# WORK REQUEST
Scan the entries below and extract each line with the word "turn" in it.

================================

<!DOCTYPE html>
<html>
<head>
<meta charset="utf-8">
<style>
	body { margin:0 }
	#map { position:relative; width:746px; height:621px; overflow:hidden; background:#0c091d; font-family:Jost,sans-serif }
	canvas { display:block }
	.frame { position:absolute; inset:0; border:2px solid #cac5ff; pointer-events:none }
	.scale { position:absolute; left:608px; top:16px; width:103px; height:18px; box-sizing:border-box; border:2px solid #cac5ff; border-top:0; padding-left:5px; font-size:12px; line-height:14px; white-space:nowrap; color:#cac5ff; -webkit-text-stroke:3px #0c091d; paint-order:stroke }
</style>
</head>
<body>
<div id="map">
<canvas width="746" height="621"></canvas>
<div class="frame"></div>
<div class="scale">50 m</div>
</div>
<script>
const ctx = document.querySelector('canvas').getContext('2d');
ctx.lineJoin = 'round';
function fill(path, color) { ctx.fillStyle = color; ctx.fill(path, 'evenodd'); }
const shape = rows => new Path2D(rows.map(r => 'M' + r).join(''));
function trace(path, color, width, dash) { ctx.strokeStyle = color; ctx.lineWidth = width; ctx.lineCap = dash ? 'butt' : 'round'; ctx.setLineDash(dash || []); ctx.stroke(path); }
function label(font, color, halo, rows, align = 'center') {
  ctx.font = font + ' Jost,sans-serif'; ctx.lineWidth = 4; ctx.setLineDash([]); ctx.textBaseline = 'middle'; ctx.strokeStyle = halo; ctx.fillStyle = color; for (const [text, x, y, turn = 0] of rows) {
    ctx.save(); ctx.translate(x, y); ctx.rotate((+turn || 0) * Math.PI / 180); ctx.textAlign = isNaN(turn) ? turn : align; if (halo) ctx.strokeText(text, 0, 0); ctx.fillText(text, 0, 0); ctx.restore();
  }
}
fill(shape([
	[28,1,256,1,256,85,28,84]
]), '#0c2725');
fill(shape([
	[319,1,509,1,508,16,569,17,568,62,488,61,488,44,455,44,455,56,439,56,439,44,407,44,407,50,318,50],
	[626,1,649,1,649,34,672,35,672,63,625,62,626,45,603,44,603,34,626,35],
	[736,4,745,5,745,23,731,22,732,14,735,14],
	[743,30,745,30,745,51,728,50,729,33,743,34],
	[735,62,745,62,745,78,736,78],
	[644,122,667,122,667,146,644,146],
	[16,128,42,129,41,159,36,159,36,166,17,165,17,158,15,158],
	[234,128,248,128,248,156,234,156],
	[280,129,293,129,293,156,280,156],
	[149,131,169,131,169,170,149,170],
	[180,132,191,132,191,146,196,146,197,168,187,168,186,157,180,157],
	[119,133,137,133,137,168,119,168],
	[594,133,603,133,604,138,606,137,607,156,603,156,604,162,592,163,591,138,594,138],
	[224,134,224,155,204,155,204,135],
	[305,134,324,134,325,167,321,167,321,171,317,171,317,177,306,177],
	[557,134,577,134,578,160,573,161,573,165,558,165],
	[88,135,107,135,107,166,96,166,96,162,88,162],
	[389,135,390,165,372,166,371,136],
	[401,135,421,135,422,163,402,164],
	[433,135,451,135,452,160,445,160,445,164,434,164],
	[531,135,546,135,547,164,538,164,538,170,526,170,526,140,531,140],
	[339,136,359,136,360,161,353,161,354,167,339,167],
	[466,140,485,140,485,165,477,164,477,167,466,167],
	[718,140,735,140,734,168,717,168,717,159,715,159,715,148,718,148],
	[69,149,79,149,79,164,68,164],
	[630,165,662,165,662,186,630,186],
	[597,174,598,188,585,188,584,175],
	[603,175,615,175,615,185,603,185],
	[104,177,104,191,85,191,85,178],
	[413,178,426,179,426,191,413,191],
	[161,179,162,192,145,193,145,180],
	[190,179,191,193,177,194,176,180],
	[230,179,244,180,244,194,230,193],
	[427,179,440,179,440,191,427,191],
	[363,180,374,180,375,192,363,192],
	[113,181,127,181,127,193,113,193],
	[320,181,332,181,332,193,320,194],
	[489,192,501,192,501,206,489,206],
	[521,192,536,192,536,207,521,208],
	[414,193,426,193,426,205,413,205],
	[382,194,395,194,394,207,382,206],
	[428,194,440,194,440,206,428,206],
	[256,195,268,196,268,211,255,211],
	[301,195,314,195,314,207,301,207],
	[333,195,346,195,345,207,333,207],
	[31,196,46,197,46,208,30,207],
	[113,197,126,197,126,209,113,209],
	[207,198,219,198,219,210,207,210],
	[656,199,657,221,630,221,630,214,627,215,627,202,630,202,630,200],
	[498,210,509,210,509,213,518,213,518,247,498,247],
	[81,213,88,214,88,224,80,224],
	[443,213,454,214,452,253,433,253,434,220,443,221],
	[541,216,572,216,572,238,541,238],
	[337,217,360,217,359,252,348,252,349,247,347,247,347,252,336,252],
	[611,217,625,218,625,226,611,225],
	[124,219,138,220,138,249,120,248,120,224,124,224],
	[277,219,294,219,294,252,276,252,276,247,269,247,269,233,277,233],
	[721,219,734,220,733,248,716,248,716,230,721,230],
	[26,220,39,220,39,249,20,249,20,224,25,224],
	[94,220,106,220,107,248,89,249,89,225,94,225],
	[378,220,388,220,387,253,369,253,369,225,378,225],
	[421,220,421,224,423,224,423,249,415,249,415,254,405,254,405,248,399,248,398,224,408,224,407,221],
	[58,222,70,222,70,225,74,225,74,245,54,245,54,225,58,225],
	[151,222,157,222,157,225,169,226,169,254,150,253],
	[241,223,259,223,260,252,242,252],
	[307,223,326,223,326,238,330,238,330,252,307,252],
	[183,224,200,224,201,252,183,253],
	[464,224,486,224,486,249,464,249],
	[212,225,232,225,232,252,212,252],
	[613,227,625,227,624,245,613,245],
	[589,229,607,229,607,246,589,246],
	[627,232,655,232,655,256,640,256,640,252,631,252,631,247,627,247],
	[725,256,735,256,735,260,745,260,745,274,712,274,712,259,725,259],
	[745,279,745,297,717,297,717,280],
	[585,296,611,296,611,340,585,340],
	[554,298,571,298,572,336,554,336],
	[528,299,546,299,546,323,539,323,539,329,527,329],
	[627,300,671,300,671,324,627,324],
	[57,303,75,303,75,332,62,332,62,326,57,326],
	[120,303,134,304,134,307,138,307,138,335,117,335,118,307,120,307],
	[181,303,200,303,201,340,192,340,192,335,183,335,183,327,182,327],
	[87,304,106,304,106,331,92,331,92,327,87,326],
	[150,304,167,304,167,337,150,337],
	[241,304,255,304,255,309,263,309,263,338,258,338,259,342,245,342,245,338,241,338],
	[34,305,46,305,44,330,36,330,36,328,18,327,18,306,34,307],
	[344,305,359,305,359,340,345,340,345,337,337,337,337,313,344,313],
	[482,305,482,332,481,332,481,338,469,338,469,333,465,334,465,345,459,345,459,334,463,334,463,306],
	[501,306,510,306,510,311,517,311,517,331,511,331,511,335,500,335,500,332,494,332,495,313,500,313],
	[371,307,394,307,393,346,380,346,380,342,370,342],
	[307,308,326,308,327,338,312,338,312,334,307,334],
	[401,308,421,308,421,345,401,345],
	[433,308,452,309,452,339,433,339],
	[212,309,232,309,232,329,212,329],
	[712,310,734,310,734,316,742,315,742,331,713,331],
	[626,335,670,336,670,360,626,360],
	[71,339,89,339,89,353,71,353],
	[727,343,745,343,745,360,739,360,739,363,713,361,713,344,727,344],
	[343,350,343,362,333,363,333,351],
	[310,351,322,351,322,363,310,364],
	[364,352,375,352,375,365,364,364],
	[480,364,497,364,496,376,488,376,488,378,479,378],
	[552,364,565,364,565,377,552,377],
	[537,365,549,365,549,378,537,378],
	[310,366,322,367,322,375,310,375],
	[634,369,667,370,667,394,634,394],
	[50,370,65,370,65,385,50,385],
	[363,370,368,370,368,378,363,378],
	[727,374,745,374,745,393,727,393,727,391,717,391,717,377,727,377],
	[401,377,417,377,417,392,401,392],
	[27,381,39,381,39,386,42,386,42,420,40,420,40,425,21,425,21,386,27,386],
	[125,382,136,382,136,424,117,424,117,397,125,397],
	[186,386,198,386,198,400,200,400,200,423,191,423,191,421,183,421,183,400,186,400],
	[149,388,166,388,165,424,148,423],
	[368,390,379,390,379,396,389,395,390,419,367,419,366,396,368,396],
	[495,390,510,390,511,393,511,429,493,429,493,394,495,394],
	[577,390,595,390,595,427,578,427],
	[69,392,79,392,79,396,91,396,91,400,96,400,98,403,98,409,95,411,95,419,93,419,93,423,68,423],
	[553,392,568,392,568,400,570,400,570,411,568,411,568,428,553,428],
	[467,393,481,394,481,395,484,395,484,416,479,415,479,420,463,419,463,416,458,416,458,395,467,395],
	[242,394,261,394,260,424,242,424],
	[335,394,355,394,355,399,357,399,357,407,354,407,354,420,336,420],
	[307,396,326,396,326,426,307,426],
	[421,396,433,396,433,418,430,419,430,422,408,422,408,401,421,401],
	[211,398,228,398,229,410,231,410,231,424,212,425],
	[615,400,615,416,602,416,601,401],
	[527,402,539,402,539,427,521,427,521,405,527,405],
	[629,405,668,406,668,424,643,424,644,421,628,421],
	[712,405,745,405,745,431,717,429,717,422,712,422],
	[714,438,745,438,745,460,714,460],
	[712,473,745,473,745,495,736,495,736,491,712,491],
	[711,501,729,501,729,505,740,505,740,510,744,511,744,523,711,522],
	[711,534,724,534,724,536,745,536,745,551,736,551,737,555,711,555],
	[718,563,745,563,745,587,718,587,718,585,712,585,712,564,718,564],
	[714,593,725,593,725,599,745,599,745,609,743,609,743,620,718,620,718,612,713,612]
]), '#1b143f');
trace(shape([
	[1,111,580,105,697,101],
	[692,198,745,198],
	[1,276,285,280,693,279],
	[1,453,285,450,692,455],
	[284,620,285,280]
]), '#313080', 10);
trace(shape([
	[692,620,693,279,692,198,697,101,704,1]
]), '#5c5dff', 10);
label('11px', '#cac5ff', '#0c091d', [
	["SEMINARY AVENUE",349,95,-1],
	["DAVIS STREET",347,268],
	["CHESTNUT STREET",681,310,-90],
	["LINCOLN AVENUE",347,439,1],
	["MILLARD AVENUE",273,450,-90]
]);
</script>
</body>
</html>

================================

# EXERCISE RESULT
  ctx.font = font + ' Jost,sans-serif'; ctx.lineWidth = 4; ctx.setLineDash([]); ctx.textBaseline = 'middle'; ctx.strokeStyle = halo; ctx.fillStyle = color; for (const [text, x, y, turn = 0] of rows) {
    ctx.save(); ctx.translate(x, y); ctx.rotate((+turn || 0) * Math.PI / 180); ctx.textAlign = isNaN(turn) ? turn : align; if (halo) ctx.strokeText(text, 0, 0); ctx.fillText(text, 0, 0); ctx.restore();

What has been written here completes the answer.